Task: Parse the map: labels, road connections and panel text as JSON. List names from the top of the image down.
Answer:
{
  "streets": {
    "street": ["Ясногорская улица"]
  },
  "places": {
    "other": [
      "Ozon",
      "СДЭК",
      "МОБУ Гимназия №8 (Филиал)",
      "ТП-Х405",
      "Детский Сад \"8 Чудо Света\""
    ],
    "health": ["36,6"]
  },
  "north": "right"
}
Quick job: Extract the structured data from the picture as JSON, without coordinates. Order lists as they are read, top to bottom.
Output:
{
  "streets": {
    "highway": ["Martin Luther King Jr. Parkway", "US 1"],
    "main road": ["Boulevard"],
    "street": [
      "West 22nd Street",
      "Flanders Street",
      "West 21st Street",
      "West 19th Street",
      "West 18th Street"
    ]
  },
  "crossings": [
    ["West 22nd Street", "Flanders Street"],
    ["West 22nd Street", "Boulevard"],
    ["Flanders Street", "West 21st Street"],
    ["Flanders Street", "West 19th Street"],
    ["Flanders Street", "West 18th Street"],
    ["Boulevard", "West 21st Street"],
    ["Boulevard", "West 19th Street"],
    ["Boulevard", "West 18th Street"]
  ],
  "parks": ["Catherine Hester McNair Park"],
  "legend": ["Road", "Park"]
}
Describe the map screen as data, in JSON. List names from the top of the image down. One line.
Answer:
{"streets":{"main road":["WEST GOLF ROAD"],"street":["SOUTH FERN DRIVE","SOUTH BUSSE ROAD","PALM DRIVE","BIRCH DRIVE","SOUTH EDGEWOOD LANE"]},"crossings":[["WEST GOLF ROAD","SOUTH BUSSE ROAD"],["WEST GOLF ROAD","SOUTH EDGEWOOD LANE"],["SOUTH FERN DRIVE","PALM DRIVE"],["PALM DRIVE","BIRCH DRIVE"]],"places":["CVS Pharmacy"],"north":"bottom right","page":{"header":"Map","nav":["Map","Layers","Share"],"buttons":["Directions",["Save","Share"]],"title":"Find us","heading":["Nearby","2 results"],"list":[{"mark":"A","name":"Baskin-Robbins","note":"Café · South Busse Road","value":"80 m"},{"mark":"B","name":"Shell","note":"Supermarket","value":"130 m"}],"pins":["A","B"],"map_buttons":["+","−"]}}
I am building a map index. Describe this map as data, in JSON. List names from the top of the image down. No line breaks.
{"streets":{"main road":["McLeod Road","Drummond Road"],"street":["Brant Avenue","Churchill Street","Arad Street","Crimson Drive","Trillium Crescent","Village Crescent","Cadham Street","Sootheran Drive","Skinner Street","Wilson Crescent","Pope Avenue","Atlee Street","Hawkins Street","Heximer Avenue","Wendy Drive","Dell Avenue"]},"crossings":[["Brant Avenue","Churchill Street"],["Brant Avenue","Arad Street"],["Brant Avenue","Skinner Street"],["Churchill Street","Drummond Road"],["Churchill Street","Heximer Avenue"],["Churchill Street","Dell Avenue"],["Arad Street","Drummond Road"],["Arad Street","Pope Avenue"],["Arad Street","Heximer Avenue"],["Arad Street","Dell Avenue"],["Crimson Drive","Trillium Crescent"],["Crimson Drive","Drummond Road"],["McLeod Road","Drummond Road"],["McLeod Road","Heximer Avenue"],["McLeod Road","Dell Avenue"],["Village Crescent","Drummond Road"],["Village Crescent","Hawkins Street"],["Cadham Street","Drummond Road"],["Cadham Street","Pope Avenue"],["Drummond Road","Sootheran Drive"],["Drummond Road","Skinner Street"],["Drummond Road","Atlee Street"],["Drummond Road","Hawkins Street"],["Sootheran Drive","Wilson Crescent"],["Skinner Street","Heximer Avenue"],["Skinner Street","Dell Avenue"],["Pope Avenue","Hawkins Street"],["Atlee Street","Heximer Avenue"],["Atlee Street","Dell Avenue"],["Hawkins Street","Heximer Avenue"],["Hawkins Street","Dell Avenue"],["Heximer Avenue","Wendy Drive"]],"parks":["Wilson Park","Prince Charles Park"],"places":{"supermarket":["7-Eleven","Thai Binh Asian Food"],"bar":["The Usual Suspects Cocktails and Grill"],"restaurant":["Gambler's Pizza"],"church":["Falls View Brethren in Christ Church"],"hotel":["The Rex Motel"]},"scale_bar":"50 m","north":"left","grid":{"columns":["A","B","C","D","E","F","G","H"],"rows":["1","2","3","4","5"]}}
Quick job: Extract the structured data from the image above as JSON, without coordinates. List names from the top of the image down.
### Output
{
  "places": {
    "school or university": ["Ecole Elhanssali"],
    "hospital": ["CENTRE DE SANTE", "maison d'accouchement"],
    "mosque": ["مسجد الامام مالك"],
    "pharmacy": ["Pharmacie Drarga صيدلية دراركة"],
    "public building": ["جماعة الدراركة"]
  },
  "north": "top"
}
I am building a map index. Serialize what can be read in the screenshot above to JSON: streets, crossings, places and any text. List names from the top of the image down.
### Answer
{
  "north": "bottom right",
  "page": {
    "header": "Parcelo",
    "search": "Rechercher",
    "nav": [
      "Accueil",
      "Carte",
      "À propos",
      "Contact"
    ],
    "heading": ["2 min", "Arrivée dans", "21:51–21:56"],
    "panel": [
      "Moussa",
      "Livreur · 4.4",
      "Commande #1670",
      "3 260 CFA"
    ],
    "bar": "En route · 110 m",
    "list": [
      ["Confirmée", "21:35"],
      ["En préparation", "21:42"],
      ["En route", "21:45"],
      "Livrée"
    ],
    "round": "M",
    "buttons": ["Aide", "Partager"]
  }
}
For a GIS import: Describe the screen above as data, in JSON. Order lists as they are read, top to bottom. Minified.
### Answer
+++++
WORK TO BE COMPLETED: Your answer should be a single number: the count of lines in the entries that contain "without".

EXERCISE OUTPUT: 2